◆ RECORDS PROVIDED:
════════════════
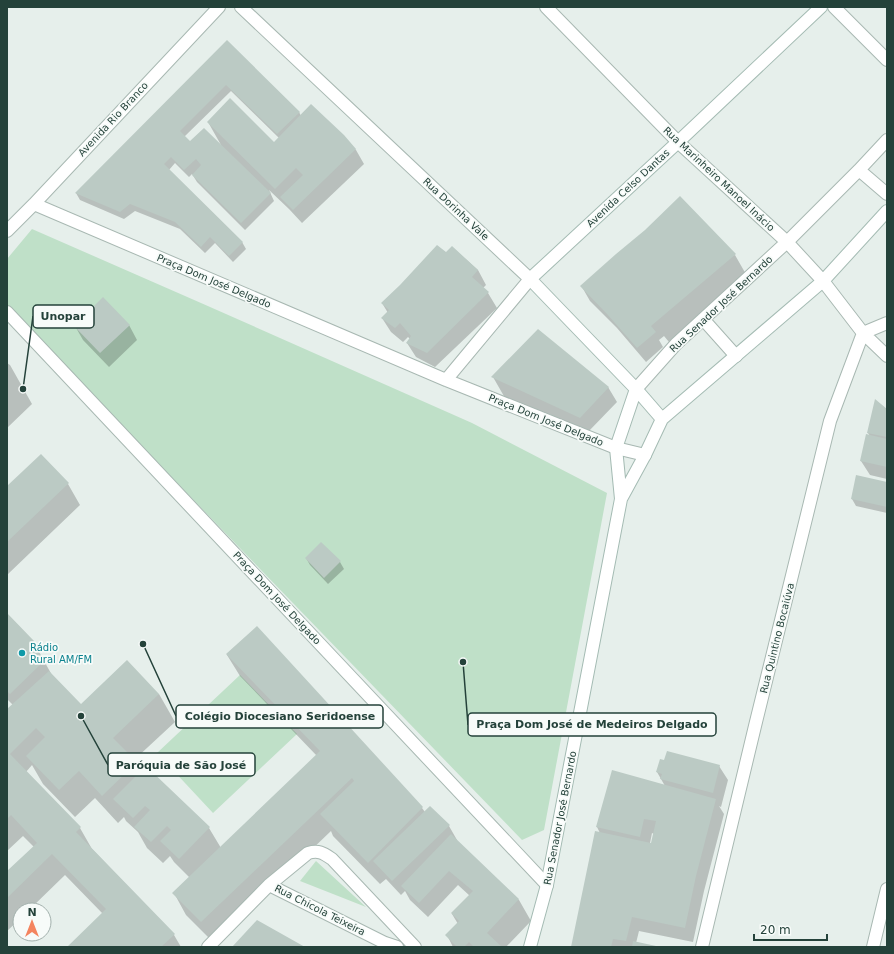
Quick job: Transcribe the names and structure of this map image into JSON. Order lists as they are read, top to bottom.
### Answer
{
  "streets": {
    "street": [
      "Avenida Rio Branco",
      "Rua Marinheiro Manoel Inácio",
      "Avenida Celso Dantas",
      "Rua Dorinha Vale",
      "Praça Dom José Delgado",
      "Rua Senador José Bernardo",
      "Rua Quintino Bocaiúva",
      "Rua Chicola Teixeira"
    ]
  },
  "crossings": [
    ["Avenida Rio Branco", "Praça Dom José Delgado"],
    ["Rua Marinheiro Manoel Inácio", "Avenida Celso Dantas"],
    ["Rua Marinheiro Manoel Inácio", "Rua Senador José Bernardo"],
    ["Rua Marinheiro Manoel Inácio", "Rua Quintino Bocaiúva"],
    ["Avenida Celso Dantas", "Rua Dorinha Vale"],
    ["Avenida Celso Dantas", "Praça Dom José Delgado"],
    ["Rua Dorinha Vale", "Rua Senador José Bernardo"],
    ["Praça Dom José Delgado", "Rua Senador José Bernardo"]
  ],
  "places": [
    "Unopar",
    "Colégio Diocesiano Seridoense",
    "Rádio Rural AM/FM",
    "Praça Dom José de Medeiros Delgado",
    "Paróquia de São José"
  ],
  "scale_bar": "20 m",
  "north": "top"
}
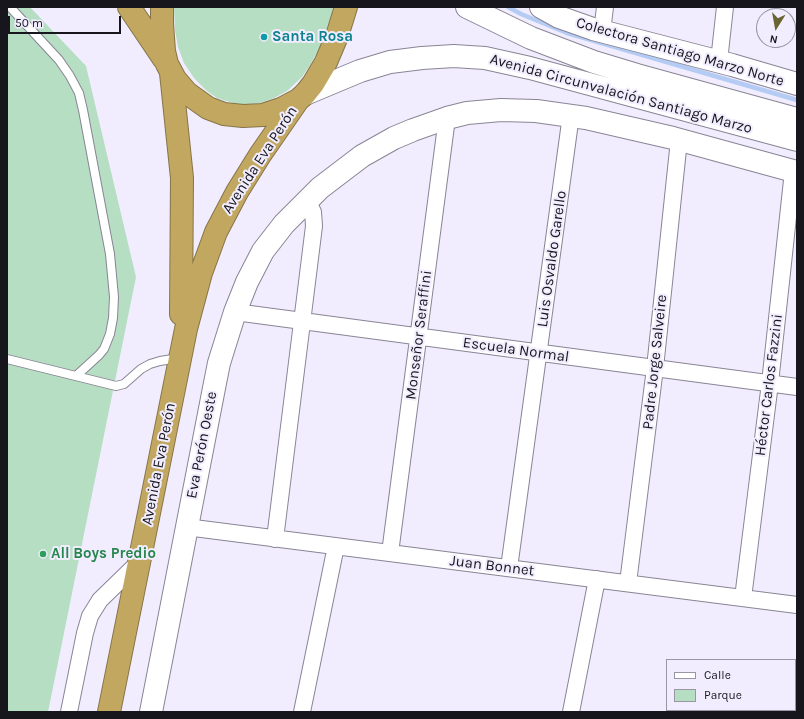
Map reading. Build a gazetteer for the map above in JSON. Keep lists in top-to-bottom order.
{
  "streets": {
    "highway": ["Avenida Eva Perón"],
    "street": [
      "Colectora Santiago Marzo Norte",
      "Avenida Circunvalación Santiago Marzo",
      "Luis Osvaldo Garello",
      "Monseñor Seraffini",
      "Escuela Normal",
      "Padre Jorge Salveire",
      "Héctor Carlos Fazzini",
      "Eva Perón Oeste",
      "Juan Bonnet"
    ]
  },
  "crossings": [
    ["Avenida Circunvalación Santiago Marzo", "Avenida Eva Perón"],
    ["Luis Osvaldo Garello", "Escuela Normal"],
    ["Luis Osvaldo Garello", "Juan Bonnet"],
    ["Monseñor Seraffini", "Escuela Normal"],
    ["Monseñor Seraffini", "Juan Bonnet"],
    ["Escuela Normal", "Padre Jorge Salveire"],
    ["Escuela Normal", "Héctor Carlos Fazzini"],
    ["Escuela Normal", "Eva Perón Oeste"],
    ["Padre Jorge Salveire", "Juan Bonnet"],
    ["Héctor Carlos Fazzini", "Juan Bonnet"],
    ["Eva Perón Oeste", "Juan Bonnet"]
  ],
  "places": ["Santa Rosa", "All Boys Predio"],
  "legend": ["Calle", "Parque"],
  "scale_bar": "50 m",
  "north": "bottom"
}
════════════════
◆ TASK DETAILS: Show all lines from the entries that hold "Dorinha".

◆ EXPECTED OUTPUT:
      "Rua Dorinha Vale",
    ["Avenida Celso Dantas", "Rua Dorinha Vale"],
    ["Rua Dorinha Vale", "Rua Senador José Bernardo"],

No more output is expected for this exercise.